When our grandparents re-imagined the urban environment, we wound up with Pruitt-Igoe and the Parisian banlieues. As a result, popular opinion leans somewhat sharply in the negative direction when it comes to large-scale urban renovations. Still, it is largely accepted, among the current generation of urbanists and architects, that the suburbs are in need of a serious, large-scale overhaul. It's always important, when taking on a major project, to learn from the lessons of the past. But what exactly do the tower blocks and windswept concrete plazas of the latter half of the twentieth century teach us? On the surface, it's that tower blocks and windswept concrete plazas make for dire cities. But beyond that, these stark interventions illustrate quite plainly that it is almost never a good idea to rip down everything and start from scratch.
It's too bad, really, because starting a city from scratch is a very romantic and exciting idea. But cities are places that are used by millions of people, in millions of different ways; the longer a place is inhabited, the more people develop routines in and around them. Aesthetics aside, familiarity sets in, and even ugly places can become comfortable and familiar. Modernist urban renewal projects didn't just fail because they were severe and lacked a sense of human scale; they failed, at least in part, because they ignored the patterns and rhythms of the places that they replaced.
It's encouraging, then, to see that some of the cities considered the greatest offenders by anti-sprawl camp are starting not only to attempt to densify, but that they are doing so in ways that adapt rather than replace their built environments. Take, for instance, Miami, where a former car dealership is being redeveloped as a highrise urban district, or Charlotte, North Carolina, which has taken several steps in the past few years to actually start acting like a city of its economic stature.

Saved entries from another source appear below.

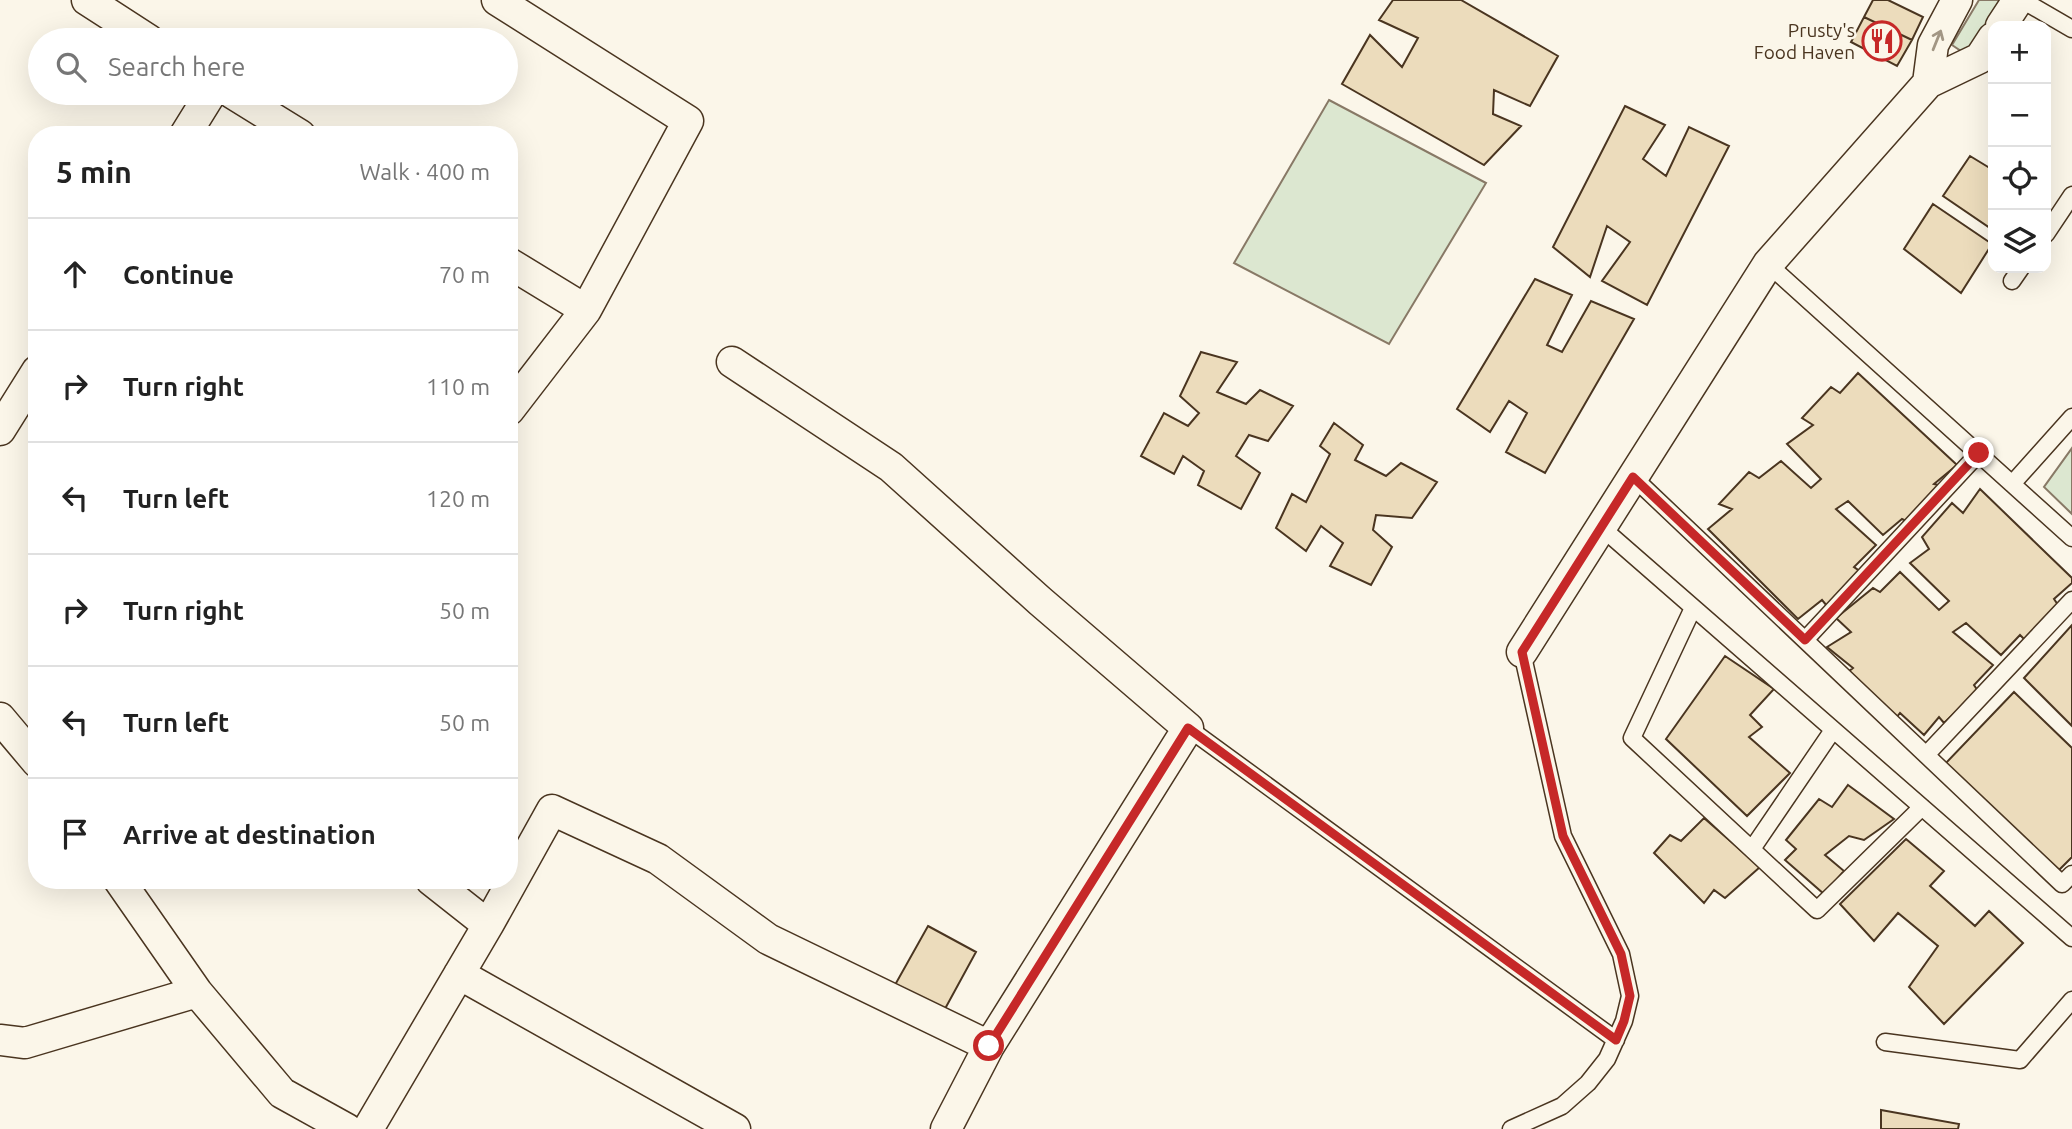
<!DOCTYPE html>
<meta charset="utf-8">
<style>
body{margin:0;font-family:Ubuntu,sans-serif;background:#f2f2f2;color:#222}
.controls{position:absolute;right:21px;top:21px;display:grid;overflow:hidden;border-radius:14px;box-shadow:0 7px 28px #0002}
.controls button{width:63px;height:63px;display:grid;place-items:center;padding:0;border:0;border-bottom:2px solid #e0e0e0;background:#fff;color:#222;font:35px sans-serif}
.stop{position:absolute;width:21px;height:21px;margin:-16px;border:5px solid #c62828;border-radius:50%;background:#fff}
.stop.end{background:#c62828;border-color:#fff;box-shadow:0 2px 7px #0008}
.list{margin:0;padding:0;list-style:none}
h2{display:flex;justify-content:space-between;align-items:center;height:91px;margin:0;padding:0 28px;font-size:30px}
h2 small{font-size:23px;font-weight:400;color:#767676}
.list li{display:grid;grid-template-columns:46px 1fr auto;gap:21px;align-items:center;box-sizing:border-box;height:112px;padding:0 28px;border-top:2px solid #e0e0e0}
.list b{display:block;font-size:26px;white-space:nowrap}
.list em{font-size:23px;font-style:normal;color:#767676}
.icon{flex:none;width:38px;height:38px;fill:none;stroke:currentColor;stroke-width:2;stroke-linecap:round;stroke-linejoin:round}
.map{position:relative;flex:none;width:2072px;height:1129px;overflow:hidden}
.search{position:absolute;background:#fff;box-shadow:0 7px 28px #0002;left:28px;top:28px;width:490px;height:77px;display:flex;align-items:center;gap:18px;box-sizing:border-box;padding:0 24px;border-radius:38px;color:#767676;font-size:26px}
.panel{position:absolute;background:#fff;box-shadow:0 7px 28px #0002;left:28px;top:126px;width:490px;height:763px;border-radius:28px}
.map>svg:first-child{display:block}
</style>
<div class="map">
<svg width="2072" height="1129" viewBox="0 0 2072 1129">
<rect width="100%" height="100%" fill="#fbf6e9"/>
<!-- green -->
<path fill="#dce7d0" stroke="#887966" stroke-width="2" d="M1979,0H2000L1967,55L1952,45Z
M1329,100L1486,183L1389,344L1234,263Z
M2072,448V514L2044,487Z"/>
<!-- building -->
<path fill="#ecdcbc" stroke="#4a3520" stroke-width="2" d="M1393,0H1461L1558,56L1530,106L1494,90L1493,114L1521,126L1484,165L1342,84L1370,35L1402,67L1418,38L1379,20Z
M1873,0H1888L1923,17L1912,40L1864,17Z
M1864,17L1912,40L1897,66L1851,42Z
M1625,106L1665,125L1643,159L1666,176L1689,127L1729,146L1647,305L1602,281L1630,242L1607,226L1590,277L1553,247Z
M1970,156L1993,170V230L1943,196Z
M1933,204L1992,244L1961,293L1904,249Z
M1535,279L1572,295L1547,345L1562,352L1591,301L1634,319L1545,473L1506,452L1527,413L1509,401L1490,432L1457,409Z
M1201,352L1237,362L1217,392L1246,404L1260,390L1293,406L1268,441L1249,435L1236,456L1260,473L1241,509L1198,485L1204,471L1183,456L1174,474L1141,456L1164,413L1188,426L1199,413L1180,396Z
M1858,373L1957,465L1934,484L1942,486L1908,522L1902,519L1883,535L1848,501L1836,509L1876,545L1854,567L1861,572L1827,606L1822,600L1798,619L1708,529L1732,509L1719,504L1749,472L1759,478L1781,461L1811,488L1821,479L1787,444L1813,425L1802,418L1831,387L1840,393Z
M1334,423L1363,445L1355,460L1386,476L1401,463L1437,482L1412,518L1376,515L1373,530L1392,547L1371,585L1330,566L1343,543L1321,526L1306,551L1276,528L1292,494L1306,502L1330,454L1320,446Z
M1980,489L2072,578V583L2054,599L2058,605L2026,641L2020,635L2001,655L1966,623L1953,632L1993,665L1974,685L1978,691L1944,723L1939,717L1924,735L1900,713L1896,718L1848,672L1853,668L1827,647L1851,632L1836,618L1873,588L1880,592L1900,572L1939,610L1949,601L1910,563L1929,549L1922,537L1952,503L1963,513Z
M2072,625V726L2024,678Z
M1725,656L1774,689L1750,715L1762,727L1749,737L1790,773L1747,816L1666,739Z
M2014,692L2072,748V857L2059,870L1945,764Z
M1848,785L1894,819L1864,840L1849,836L1825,855L1844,871L1824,894L1785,860L1796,849L1786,840L1819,799L1832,807Z
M1704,818L1760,867L1725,898L1714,890L1704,903L1654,853L1670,835L1681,841Z
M1906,839L1944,871L1930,886L1975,926L1989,911L2023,943L1944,1024L1909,987L1938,946L1898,913L1874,941L1840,904Z
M928,926L976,952L940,1018L891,992Z
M1881,1110L1959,1124L1958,1129H1881Z"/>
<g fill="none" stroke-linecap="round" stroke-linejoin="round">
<!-- service casing -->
<g stroke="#4a3520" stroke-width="19">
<path id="service" d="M2022,0L2072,29
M2046,234L2072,195
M1768,264L2072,538
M2012,281L2021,268
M1633,477L2062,884L2072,874
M2012,484L2072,417
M1601,527L2072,938
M1693,608L1632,738L1817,910L1922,807
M1805,640L1979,453
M1188,728L1616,1040
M1926,755L2072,600
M1752,849L1833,730
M1885,1042L2020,1060L2072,1000
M1511,1129L1562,1106L1588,1083L1607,1059L1624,1021L1630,996L1621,954L1563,836L1522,652"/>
</g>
<!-- minor casing -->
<g stroke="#4a3520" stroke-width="33">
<path id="minor" d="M87,0L149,40
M497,0L688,121L586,310L509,263
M2001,26L2018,0
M1928,83L1933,45L1957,0
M232,93L300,135
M185,135L211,93
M732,362L891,467L1040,601L1188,728L989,1046
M509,410L586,310
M0,430L37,371
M1522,652L1768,264L1928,83L1980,58L1993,38
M0,718L37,762
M119,880L197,992
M488,925L552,810L658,859L768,939L989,1046L946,1129
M459,974L735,1129
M0,1040L25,1043L197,992L282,1093L347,1129
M368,1129L488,925L431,880"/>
</g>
<!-- service -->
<use href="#service" stroke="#fbf6e9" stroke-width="16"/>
<!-- minor -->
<use href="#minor" stroke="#fbf6e9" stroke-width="30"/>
</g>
<!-- one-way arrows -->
<defs><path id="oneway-shaft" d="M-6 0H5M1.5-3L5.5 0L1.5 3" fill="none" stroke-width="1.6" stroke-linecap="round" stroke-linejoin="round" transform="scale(1.75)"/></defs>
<use stroke="#a29684" href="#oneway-shaft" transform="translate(1937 40) rotate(-68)"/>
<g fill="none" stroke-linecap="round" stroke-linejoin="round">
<!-- route -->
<path stroke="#c62828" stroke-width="9" d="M989,1046L1188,728L1616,1040L1624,1021L1630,996L1621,954L1563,836L1522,652L1633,477L1805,640L1979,453"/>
</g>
<!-- icons -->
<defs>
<g id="restaurant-ring" transform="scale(2.0125)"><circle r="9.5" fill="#fbf6e9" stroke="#c62828" stroke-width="1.5"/><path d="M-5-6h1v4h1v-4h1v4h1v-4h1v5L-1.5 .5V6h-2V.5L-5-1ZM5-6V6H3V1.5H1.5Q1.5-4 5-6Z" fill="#c62828"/></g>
</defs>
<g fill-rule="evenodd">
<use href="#restaurant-ring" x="1882" y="41"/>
</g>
<g text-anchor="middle" stroke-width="5" stroke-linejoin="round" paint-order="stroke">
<!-- poi labels -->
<g font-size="19" fill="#4a3520" stroke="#fbf6e9" text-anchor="end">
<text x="1855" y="37">Prusty's<tspan x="1855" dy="22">Food Haven</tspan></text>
</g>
</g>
</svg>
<div class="controls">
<button>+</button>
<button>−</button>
<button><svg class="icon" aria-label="locate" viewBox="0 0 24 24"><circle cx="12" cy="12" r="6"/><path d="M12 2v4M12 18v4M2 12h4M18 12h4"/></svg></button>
<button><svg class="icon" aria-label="layers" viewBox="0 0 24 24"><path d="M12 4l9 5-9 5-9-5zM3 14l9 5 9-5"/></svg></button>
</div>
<div class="stop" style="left:989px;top:1046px"></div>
<div class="stop end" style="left:1979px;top:453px"></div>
<div class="search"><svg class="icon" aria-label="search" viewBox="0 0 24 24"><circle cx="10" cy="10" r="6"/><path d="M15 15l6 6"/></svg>Search here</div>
<section class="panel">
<h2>5 min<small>Walk · 400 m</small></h2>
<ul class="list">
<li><svg class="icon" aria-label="ahead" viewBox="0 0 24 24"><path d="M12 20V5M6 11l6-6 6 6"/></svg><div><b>Continue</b></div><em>70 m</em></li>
<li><svg class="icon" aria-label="right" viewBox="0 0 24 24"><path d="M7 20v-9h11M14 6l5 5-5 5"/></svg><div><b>Turn right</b></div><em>110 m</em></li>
<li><svg class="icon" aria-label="left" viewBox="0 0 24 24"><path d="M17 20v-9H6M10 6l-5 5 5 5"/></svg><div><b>Turn left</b></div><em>120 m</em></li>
<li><svg class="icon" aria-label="right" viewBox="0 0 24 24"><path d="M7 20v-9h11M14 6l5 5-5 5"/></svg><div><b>Turn right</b></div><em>50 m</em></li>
<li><svg class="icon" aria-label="left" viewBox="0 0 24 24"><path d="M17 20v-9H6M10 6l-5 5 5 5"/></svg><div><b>Turn left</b></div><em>50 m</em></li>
<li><svg class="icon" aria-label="arrive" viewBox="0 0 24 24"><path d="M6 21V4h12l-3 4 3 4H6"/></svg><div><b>Arrive at destination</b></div></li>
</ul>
</section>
</div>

A new light rail has been built, for instance, with plans for considerable expansion; density has been encouraged along the transit lines; in one suburb, all new commercial buildings are required to have at least two stories. For a city with a population density of only 2,515 people per square mile (slightly less than that of Bangladesh), these are very promising steps toward urbanization. Better yet, there's been no wholesale removal of the city's existing fabric; just modifications.
Other sprawling cities are starting to take notice. Atlanta, the undisputed Capital of the New South since its rapid revival back in the late 1980s, has recently taken note of Charlotte's urbanization, with the Atlanta Journal-Constitution calling the city "a feisty, undersized boxer [that punches above its weight]." No small words from the Rome of Suburban Postwar America. And as that same article notes (albeit in downplayed terms that any smart urbanist will snicker at), Atlanta is currently struggling under the weight of the obscene freeway system that grew as fast as the metro's population. The city is already saddled with several eight-lane freeways (that's eight in both directions, for a total of 16) and the Georgia State Assembly seems to be making transit decisions using a 1965-vintage playbook. With New Jerseyans now complaining about the gridlock in the Big Peach (which they actually do in the AJ-C article), Atlanta's mobility problems are looking like a very serious liability.
Charlotte, meanwhile, has half the population of Atlanta but less than half the congestion. It remains to be seen if Charlotte will ever catch up to Atlanta in terms of international economic stature, but even if it doesn't, Charlotte can lead the way as a slew of sprawling mid-sized Southern cities (the entire region is notorious for its sprawl, after all) seek to densify and re-work their urban fabric. By taking the lead on lifestyle issues, Charlotte could become the capital of the New New South.
(Photos from Flickr user wbwood1969 and The Daily Green.)
3 comments:
Great post - I definitely want to take a trip to Charlotte. Atlanta is also heavily urbanizing by the way. It's core city population is rapidly increasing while Chicago's has stagnated.
I lived in Greenville, SC for a number of years. While not as large as Atlanta or Charlotte, that's another city in the region that has made tremendous strides toward a more livable urban context. The Greenville-Spartanburg metro area offers a lot of attractive features: proximity to larger cities like Atlanta and Charlotte, parks, countryside, recreational lakes, industry, and the coast is about 3-4 hour drive.